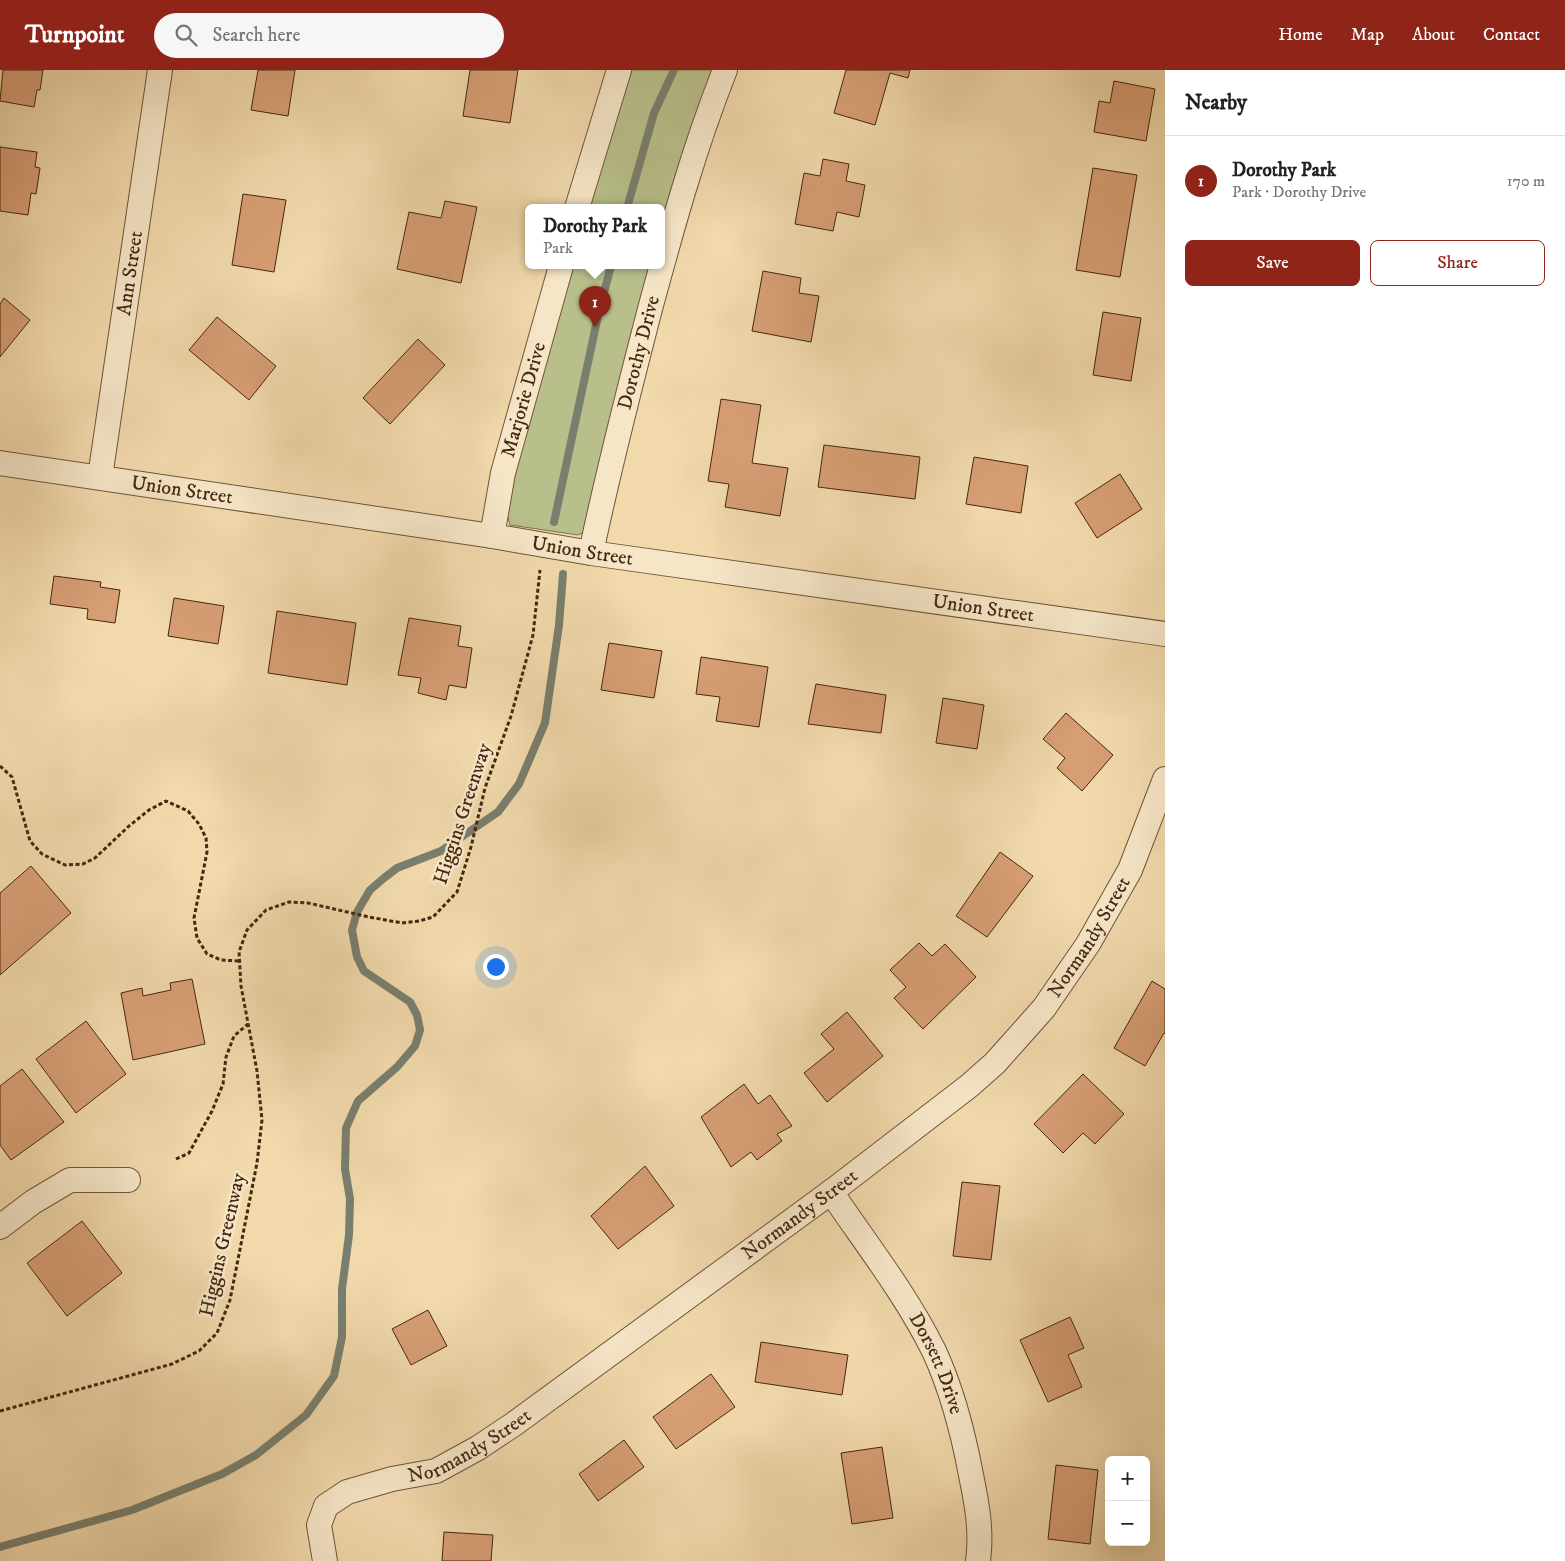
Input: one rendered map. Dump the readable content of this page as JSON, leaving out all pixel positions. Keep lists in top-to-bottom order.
{
  "streets": {
    "street": [
      "Ann Street",
      "Dorothy Drive",
      "Marjorie Drive",
      "Union Street",
      "Normandy Street",
      "Dorsett Drive"
    ],
    "path": ["Higgins Greenway"]
  },
  "crossings": [
    ["Ann Street", "Union Street"],
    ["Dorothy Drive", "Union Street"],
    ["Marjorie Drive", "Union Street"],
    ["Union Street", "Higgins Greenway"],
    ["Normandy Street", "Dorsett Drive"]
  ],
  "page": {
    "header": "Turnpoint",
    "search": "Search here",
    "nav": [
      "Home",
      "Map",
      "About",
      "Contact"
    ],
    "heading": "Nearby",
    "list": [
      {
        "mark": "1",
        "name": "Dorothy Park",
        "note": "Park · Dorothy Drive",
        "value": "170 m"
      }
    ],
    "popup": ["Dorothy Park", "Park"],
    "buttons": ["Save", "Share"],
    "pins": "1",
    "map_buttons": ["+", "−"]
  }
}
========
▶ TASK OBJECTIVE: All of the listing is to be written out exactly, with the pictures left out.

▶ ANSWER SPACE:
Input: one rendered map. Dump the readable content of this page as JSON, leaving out all pixel positions. Keep lists in top-to-bottom order.
{
  "streets": {
    "street": [
      "Ann Street",
      "Dorothy Drive",
      "Marjorie Drive",
      "Union Street",
      "Normandy Street",
      "Dorsett Drive"
    ],
    "path": ["Higgins Greenway"]
  },
  "crossings": [
    ["Ann Street", "Union Street"],
    ["Dorothy Drive", "Union Street"],
    ["Marjorie Drive", "Union Street"],
    ["Union Street", "Higgins Greenway"],
    ["Normandy Street", "Dorsett Drive"]
  ],
  "page": {
    "header": "Turnpoint",
    "search": "Search here",
    "nav": [
      "Home",
      "Map",
      "About",
      "Contact"
    ],
    "heading": "Nearby",
    "list": [
      {
        "mark": "1",
        "name": "Dorothy Park",
        "note": "Park · Dorothy Drive",
        "value": "170 m"
      }
    ],
    "popup": ["Dorothy Park", "Park"],
    "buttons": ["Save", "Share"],
    "pins": "1",
    "map_buttons": ["+", "−"]
  }
}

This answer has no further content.